Exercise requirements. When you retype the entries, keep each one exact and leave out the pictures.

==== Source data ====

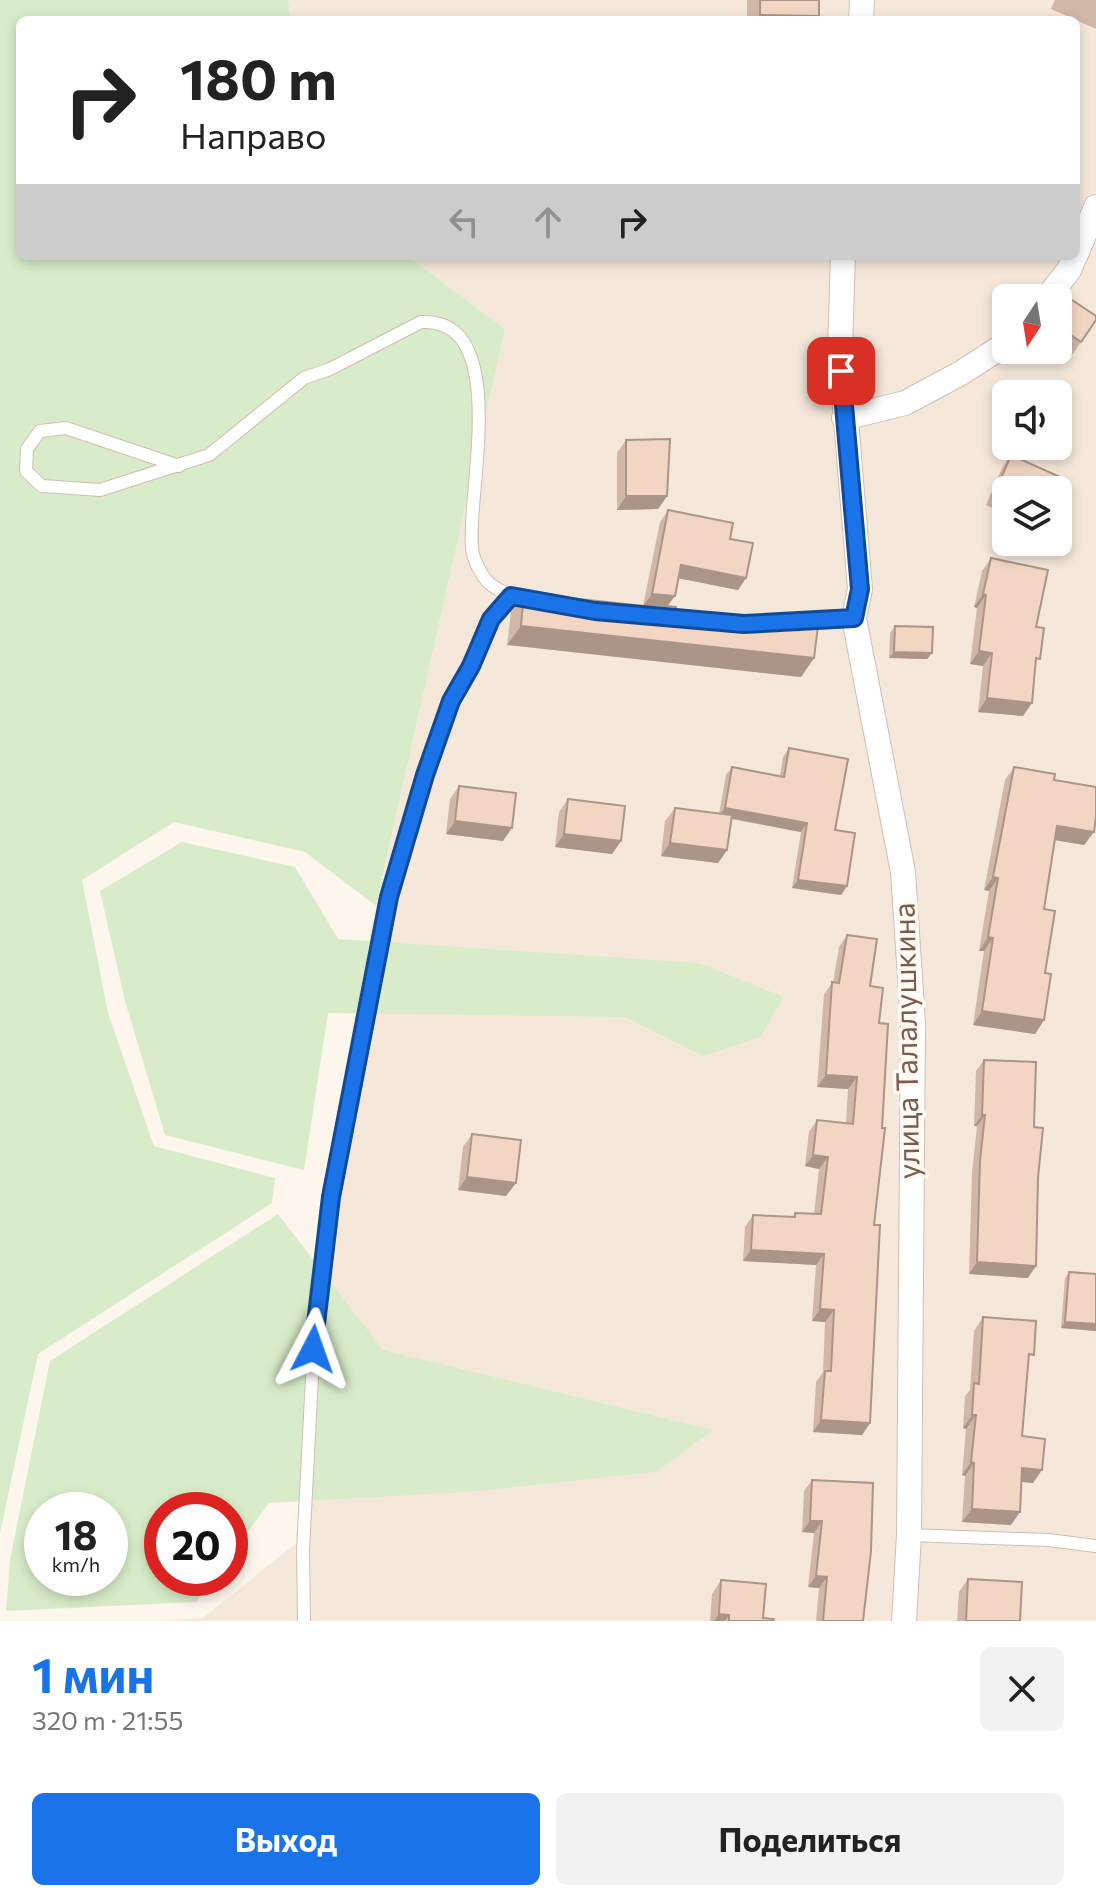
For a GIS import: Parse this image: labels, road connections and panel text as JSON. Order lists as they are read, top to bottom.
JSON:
{
  "streets": {
    "street": ["улица Талалушкина"]
  },
  "north": "bottom",
  "page": {
    "turn": ["180 m", "Направо"],
    "speed": "18 km/h",
    "limit": "20",
    "heading": ["1 мин", "320 m · 21:55"],
    "buttons": ["Выход", "Поделиться"]
  }
}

====

Solution to this problem.
For a GIS import: Parse this image: labels, road connections and panel text as JSON. Order lists as they are read, top to bottom.
JSON:
{
  "streets": {
    "street": ["улица Талалушкина"]
  },
  "north": "bottom",
  "page": {
    "turn": ["180 m", "Направо"],
    "speed": "18 km/h",
    "limit": "20",
    "heading": ["1 мин", "320 m · 21:55"],
    "buttons": ["Выход", "Поделиться"]
  }
}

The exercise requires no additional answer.